• RECORDS SHOWN

════════════════════

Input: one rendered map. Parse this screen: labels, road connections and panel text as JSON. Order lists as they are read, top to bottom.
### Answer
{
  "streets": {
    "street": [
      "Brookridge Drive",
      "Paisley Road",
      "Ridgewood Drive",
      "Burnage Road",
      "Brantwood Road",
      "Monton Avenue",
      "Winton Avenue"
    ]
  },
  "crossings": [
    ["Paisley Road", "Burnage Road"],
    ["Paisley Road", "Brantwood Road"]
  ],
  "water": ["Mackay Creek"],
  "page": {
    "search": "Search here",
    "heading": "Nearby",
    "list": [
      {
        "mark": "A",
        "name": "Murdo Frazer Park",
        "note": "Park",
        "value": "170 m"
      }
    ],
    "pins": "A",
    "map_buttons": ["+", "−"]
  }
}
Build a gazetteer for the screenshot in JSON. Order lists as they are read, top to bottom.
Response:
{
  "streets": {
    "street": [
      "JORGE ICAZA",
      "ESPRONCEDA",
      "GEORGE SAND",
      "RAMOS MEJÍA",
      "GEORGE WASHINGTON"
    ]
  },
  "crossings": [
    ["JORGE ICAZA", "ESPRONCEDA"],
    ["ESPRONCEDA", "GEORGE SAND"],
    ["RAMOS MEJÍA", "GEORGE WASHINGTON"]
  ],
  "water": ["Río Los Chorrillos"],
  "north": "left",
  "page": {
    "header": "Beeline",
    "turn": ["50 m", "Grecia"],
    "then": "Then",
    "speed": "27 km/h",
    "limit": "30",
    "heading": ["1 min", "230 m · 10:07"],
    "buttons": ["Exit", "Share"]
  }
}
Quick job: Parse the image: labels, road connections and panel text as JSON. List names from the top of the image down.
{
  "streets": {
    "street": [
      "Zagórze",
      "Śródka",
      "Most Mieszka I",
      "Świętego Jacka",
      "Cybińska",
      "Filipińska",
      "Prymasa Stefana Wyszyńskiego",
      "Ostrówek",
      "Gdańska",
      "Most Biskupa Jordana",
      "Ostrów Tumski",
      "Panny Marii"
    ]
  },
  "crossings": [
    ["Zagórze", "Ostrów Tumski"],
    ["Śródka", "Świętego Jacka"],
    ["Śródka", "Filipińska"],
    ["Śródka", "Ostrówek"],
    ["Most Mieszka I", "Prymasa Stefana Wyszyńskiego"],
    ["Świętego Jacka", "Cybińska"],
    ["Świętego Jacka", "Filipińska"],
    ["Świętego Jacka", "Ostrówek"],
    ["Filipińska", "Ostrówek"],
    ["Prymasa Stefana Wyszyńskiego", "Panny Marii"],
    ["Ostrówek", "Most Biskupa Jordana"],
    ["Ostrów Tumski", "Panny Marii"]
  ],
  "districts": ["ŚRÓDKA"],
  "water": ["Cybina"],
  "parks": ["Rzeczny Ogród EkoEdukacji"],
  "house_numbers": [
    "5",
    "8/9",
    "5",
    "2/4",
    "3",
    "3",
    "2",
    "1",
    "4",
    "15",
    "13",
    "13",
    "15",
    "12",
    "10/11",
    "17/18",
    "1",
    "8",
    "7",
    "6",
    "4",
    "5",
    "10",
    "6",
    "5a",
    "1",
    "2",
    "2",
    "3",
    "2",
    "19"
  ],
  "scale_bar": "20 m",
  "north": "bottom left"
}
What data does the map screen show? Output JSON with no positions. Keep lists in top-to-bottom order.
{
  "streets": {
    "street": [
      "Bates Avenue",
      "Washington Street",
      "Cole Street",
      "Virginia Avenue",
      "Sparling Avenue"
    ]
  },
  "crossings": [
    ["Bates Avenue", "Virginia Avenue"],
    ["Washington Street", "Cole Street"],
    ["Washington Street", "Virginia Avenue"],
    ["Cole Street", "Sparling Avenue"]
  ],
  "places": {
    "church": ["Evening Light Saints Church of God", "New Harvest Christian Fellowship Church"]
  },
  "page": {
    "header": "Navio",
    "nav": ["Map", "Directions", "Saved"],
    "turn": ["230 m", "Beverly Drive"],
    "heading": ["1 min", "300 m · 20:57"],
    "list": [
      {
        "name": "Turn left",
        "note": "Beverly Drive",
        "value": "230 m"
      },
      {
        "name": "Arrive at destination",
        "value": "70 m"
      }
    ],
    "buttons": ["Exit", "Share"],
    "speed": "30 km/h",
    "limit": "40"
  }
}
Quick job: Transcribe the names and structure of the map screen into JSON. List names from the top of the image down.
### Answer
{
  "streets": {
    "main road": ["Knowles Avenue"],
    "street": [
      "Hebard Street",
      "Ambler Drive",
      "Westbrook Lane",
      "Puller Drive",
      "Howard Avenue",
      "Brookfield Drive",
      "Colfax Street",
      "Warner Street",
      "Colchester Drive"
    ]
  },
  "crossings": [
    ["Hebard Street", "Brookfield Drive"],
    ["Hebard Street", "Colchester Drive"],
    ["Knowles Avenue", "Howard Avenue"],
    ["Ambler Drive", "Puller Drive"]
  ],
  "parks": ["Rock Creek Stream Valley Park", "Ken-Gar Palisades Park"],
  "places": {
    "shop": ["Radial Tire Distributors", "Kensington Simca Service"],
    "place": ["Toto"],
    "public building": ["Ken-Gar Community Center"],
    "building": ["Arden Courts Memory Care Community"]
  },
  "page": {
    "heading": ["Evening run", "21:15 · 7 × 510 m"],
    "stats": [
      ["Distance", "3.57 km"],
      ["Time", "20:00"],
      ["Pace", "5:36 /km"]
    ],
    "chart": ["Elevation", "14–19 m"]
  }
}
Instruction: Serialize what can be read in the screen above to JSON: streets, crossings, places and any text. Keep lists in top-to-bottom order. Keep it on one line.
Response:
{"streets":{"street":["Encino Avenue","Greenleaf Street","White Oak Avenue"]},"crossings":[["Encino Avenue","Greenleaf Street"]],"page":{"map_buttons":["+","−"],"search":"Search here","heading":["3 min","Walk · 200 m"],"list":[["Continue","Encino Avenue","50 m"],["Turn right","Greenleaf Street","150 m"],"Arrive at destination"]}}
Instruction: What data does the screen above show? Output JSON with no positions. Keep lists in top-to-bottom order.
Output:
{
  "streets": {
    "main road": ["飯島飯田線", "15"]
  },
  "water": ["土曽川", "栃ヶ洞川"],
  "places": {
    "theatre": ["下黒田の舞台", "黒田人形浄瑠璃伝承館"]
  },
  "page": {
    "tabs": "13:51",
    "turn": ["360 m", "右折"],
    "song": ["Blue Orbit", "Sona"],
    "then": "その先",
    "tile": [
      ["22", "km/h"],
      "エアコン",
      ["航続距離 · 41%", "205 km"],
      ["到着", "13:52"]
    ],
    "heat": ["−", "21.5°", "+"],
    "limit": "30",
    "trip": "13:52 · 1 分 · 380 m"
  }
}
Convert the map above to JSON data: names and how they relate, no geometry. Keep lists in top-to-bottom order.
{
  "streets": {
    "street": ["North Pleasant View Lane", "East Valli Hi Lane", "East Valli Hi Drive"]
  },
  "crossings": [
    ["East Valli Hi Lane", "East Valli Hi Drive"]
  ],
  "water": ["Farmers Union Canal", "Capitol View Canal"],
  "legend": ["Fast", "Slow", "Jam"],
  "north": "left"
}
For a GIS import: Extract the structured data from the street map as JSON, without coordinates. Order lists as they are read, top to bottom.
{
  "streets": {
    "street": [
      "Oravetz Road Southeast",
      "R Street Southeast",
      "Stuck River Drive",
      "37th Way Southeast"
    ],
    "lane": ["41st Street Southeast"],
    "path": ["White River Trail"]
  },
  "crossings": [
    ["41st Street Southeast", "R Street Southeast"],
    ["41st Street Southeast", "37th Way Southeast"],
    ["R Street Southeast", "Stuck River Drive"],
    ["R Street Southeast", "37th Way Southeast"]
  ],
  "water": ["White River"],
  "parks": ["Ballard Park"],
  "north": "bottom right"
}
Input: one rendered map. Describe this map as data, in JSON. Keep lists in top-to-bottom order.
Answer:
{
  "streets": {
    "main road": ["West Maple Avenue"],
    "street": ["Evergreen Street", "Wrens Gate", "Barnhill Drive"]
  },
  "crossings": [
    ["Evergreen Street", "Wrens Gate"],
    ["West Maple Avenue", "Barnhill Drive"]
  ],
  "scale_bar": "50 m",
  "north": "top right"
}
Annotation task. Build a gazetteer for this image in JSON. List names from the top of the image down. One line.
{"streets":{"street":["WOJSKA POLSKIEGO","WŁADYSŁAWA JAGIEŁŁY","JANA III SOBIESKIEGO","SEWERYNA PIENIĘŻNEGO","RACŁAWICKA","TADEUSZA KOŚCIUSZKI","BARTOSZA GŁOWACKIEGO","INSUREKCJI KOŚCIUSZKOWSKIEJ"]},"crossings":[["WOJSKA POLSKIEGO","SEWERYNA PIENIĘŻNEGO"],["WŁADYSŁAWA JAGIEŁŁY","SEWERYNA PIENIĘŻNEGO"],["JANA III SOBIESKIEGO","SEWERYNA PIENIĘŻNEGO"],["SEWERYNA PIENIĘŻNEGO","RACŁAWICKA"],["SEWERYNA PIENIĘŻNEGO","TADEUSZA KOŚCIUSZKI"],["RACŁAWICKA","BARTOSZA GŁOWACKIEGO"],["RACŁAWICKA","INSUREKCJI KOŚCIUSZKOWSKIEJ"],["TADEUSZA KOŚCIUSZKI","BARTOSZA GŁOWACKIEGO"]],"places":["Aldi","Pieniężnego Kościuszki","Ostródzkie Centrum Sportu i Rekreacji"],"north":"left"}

════════════════════

• TASK OBJECTIVE
Every line of the entries that includes "Input" must be copied into the answer.

• RESULT
Input: one rendered map. Parse this screen: labels, road connections and panel text as JSON. Order lists as they are read, top to bottom.
Input: one rendered map. Describe this map as data, in JSON. Keep lists in top-to-bottom order.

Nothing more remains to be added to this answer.